Was a bit of a trek for us from Portsmouth and I had 3 disappointed kids expecting to see some reps.


----------



## Art_Gecko101 (May 6, 2006)

it does (or did) say on the website that you have to arrange a look round in advance....


----------



## ukgeckos (Apr 11, 2007)

only went on website for address and just looked at it now!! Duh!?!


----------



## beddzyboy (Nov 21, 2007)

ukgeckos said:


> Anyone been here? I went on mon and it was simply a garage that is let out to the shop owner. it wasnt open but was speaking to the neighbours and they said he isnt there often?
> was just after some food and a look around as i was down that way!?!


hi yes i ahve been there and recently perchased a baby boa.he only opens part time during the week but all day on sat and sunday. it is run by a family who are very helpfull and good at what they do i sugest u ring him because he can open in the week on request


----------



## ukgeckos (Apr 11, 2007)

i went back down on a weekend, was impressed by the variety of animals and dry goods! couldnt pay on card there yet but there sorting that!
was a nice shop


----------



## emmzy (Jan 24, 2007)

if its the same exmouth reptiles i bought a chameleon online from them a few years ago and the guy jason was very lovely and helpful and when Clive died i emailed him and he was as upset as i was!


----------



## cranky (May 26, 2008)

Exmouth reptiles is my local reptile shop. 

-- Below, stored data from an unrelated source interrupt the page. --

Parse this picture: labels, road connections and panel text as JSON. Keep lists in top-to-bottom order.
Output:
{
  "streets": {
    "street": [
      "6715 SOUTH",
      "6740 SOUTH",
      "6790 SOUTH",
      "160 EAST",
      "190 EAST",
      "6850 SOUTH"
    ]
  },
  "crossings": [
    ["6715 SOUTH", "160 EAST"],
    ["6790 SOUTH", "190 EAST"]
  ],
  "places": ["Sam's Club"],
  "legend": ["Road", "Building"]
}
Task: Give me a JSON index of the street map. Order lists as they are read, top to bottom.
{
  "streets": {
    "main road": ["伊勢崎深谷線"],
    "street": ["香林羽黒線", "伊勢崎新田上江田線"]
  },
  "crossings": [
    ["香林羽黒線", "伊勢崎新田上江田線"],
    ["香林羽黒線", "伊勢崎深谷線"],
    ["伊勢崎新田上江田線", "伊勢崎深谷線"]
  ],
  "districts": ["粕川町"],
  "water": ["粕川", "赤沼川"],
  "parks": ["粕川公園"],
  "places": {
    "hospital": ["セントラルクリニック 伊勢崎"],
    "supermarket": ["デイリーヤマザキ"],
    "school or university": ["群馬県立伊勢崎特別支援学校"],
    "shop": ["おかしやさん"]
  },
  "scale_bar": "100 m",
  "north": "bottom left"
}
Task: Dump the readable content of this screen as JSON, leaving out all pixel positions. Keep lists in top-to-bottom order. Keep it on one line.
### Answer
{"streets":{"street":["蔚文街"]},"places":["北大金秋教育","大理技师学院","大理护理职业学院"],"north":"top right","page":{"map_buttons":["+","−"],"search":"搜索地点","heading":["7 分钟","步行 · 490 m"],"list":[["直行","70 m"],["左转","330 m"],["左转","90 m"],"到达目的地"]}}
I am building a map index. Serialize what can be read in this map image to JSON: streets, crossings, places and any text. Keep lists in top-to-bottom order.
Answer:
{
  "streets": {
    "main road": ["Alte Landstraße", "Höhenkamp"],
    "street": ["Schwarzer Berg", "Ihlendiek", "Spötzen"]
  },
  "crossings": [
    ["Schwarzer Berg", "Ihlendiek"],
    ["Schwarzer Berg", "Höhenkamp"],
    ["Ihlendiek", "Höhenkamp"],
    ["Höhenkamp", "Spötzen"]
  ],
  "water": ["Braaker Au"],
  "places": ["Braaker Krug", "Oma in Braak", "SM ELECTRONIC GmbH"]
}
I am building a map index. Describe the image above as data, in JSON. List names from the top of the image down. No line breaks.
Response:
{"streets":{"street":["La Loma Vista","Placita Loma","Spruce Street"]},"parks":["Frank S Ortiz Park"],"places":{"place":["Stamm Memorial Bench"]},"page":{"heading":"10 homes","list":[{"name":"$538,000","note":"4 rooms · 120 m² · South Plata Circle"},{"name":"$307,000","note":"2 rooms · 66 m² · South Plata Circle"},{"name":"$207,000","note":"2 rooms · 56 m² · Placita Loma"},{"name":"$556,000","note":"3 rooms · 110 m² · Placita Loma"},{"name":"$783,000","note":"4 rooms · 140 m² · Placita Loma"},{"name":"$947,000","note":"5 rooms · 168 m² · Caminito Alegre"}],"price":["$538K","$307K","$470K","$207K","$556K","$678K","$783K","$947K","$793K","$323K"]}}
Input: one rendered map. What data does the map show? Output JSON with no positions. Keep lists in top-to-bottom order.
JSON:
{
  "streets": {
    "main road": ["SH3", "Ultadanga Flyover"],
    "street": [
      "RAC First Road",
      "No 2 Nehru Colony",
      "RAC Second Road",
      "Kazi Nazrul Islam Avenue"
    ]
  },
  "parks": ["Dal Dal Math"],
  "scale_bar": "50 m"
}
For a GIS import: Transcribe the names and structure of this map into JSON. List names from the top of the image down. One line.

They are supper helpful in there, I've spoken to them before & they want to open a full time bussines in a shop premisess in the town centre. I can't wait until they do/if they do. 

They're the sort of place that can recomend local vets that are good with certain reptiles or amphibians, and nothings to much trouble.

So if your in the area ( on the weekend ) pop in & have a look!

p.s. I should get commission!


----------



## SSamm (Mar 9, 2006)

Old thread but thught id bump it.

Im friends with Richard (owner)

Alot of his stock is very nice, i did my work experiance there.

I would reccommend him if your down there. hes in all day saterday and sunday. but during the week you have to ring him


----------